Im März 2008 besuchte ich im Wiener Museum Moderner Kunst (Mumok) eine Ausstellung über die Mathematik in den Kunstwerken von Dürer bis Sol LeWitt.

Als ich das erste Mal von dem Ausstellungsthema hörte, musste ich spontan an den Da Vinci Code denken. Und so ein Thema ist ja nie fade, als fuhr ich zum MUMOK im Wiener Museumsquartier.

Dort angekommen entdeckte ich durch die Einführungstafeln, dass es sich um Werke von Künstlern handeln würde, die in ihren Schaffen vor allem mit Geometrie, Farbtabellen, Zahlenreihen usw. experimentiert hatten. Sich also freiwillig einem Regelwerk unterwarfen, aus dem dann ihre Kunst entstehen würde.

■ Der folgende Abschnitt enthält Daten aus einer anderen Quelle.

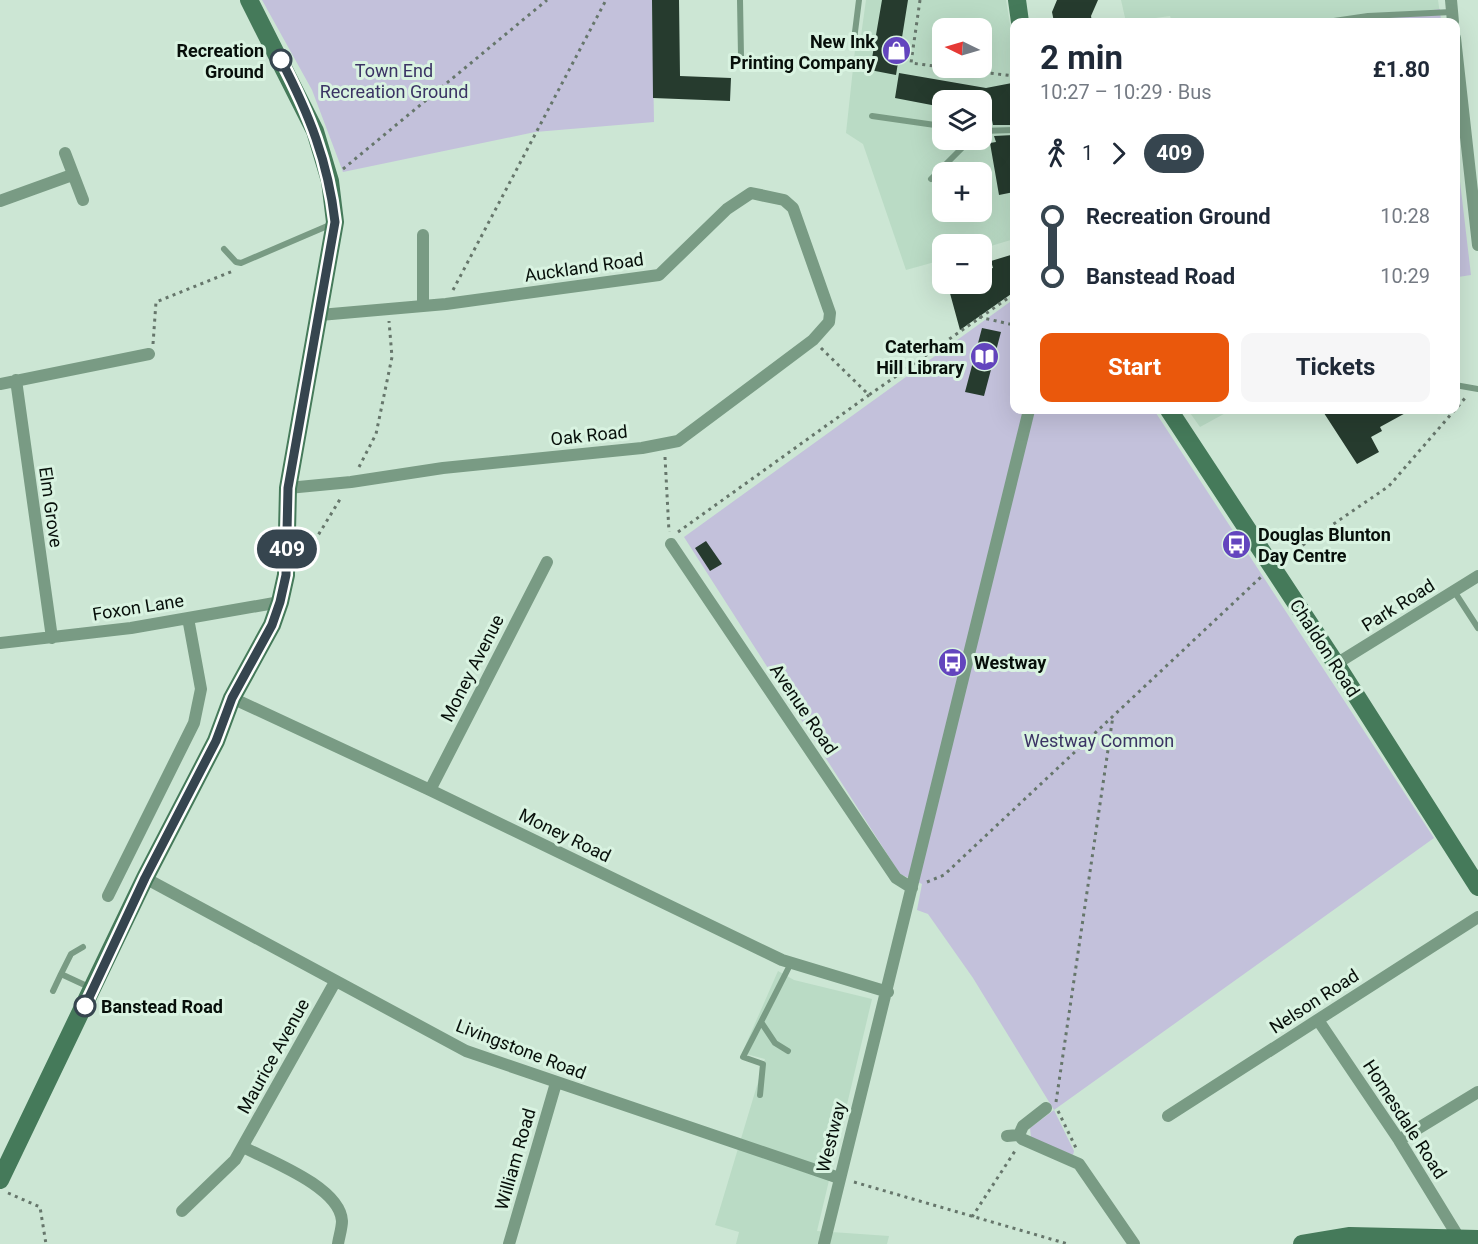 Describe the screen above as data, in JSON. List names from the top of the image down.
{
  "streets": {
    "main road": ["Chaldon Road"],
    "street": [
      "Auckland Road",
      "Oak Road",
      "Elm Grove",
      "Park Road",
      "Foxon Lane",
      "Money Avenue",
      "Avenue Road",
      "Money Road",
      "Nelson Road",
      "Livingstone Road",
      "Maurice Avenue",
      "Homesdale Road",
      "Westway",
      "William Road"
    ]
  },
  "crossings": [
    ["Auckland Road", "Oak Road"],
    ["Elm Grove", "Foxon Lane"],
    ["Park Road", "Chaldon Road"],
    ["Money Avenue", "Money Road"],
    ["Avenue Road", "Westway"],
    ["Money Road", "Westway"],
    ["Nelson Road", "Homesdale Road"],
    ["Livingstone Road", "Maurice Avenue"],
    ["Livingstone Road", "Westway"],
    ["Livingstone Road", "William Road"]
  ],
  "parks": ["Town End Recreation Ground", "Westway Common"],
  "places": {
    "shop": ["New Ink Printing Company"],
    "other": ["Recreation Ground", "Banstead Road"],
    "library": ["Caterham Hill Library"],
    "bus stop": ["Douglas Blunton Day Centre", "Westway"]
  },
  "lines": ["bus line 409"],
  "north": "left",
  "page": {
    "on_map": "409",
    "map_buttons": ["+", "−"],
    "heading": ["2 min", "10:27 – 10:29 · Bus", "£1.80"],
    "legs": ["1", "409"],
    "list": [
      {
        "name": "Recreation Ground",
        "value": "10:28"
      },
      {
        "name": "Banstead Road",
        "value": "10:29"
      }
    ],
    "buttons": ["Start", "Tickets"]
  }
}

Entsprechend des Ausstellungstitels begann die Ausstellung mit Druckstöcken von Albrecht Dürer, die bereits Mitte des 16. Jahrhunderts verschiedene Variationen von geometrischen Figuren abdruckten.

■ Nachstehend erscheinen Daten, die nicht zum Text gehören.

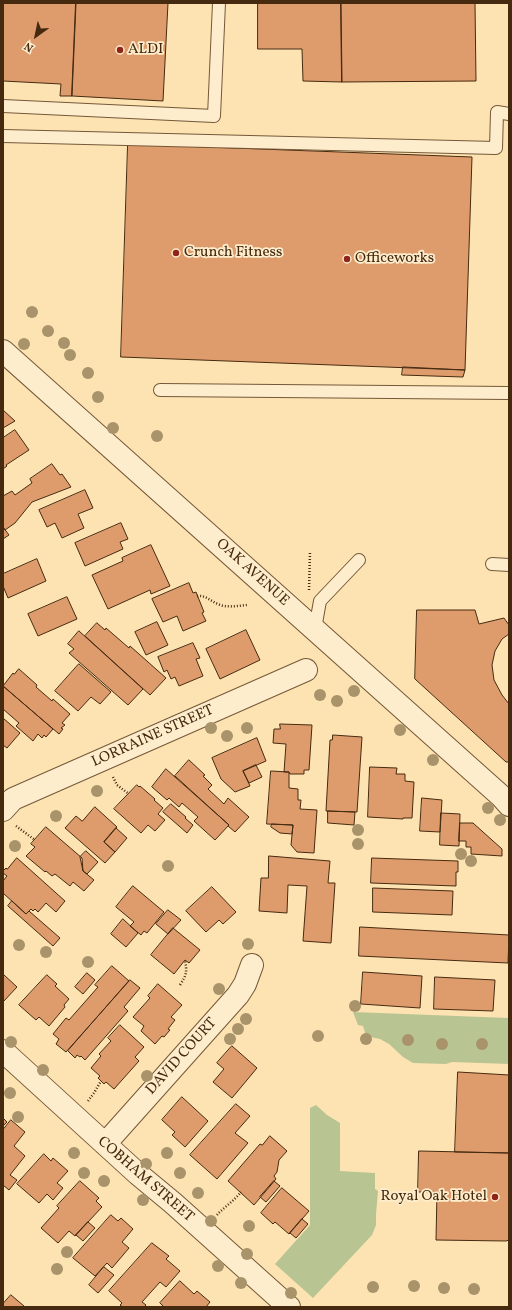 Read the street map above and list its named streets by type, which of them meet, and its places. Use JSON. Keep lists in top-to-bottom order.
{
  "streets": {
    "street": [
      "OAK AVENUE",
      "LORRAINE STREET",
      "DAVID COURT",
      "COBHAM STREET"
    ]
  },
  "crossings": [
    ["DAVID COURT", "COBHAM STREET"]
  ],
  "places": [
    "ALDI",
    "Crunch Fitness",
    "Officeworks",
    "Royal Oak Hotel"
  ],
  "north": "bottom left"
}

Die Werke von Sol LeWitt  folgte mit  39 Abzügen bald danach. Auf diesen hatte er wechselnde geometrische Figuren in anderen ständig wechselnden geometrischen Figuren eingeschrieben.

An sich nichts weltbewegendes, bis ich bemerkte, dass sich alle 39 Kombinationen auf das gleiche Gerüst aus Kreisen, Quadraten und Dreiecken stützte.

Beim Gang durch die nächsten Räume stieß ich auf immer neue Ideen, wie man sich quasi nach Naturgesetzen künstlerisch betätigen kann. Zum Beispiel durch geschicktes Ausnutzen der Wirkungen von Farben auf den Menschen.

Die Werke von Georges Vantongerloo waren meiner Meinung nach Räumlich nicht spektakulär, aber seine Farbflächen wirkten auf phantastische Art und Weise anziehend. Ein Hingucker sozusagen.

Andere Künstler versuchten mit Zahlen in einfachster Form zu arbeiten. Bei Roman Opalka dachte ich zuerst, er hätte große Leinwände  mit grauem Acryl ausgemalt.

Bis ich bemerkte, dass die großen Leinwände von oben bis unten mit aufsteigenden Zahlen bedeckt waren. So klein, das man es fast nur noch als Rauschen wahrnahm.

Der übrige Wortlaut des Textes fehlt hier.